#### What the task asks:
Within the lines below, find those that hold the string "Mobicom" and copy each one.

#### Supplied records:
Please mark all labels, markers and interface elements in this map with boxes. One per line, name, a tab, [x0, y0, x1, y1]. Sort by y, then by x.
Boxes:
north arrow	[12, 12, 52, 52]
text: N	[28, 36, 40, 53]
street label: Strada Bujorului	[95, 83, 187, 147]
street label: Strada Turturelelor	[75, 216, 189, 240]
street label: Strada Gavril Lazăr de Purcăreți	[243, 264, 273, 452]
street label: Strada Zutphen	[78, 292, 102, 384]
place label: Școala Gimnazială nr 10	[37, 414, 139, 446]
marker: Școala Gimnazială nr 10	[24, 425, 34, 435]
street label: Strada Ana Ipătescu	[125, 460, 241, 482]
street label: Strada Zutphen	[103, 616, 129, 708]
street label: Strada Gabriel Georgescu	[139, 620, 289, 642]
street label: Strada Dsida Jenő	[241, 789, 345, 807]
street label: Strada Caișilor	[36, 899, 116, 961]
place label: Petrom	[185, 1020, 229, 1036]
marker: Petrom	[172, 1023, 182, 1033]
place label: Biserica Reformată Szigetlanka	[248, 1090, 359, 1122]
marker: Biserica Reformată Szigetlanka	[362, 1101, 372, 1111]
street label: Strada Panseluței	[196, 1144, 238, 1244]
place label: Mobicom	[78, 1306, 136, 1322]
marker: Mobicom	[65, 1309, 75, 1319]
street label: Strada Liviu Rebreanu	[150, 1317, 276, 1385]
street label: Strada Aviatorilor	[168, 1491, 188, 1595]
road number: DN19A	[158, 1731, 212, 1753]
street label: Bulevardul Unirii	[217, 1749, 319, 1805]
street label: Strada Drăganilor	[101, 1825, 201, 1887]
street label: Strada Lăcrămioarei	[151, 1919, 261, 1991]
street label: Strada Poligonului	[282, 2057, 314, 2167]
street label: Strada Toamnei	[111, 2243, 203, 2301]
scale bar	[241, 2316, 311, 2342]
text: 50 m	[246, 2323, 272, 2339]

#### Task solution:
place label: Mobicom	[78, 1306, 136, 1322]
marker: Mobicom	[65, 1309, 75, 1319]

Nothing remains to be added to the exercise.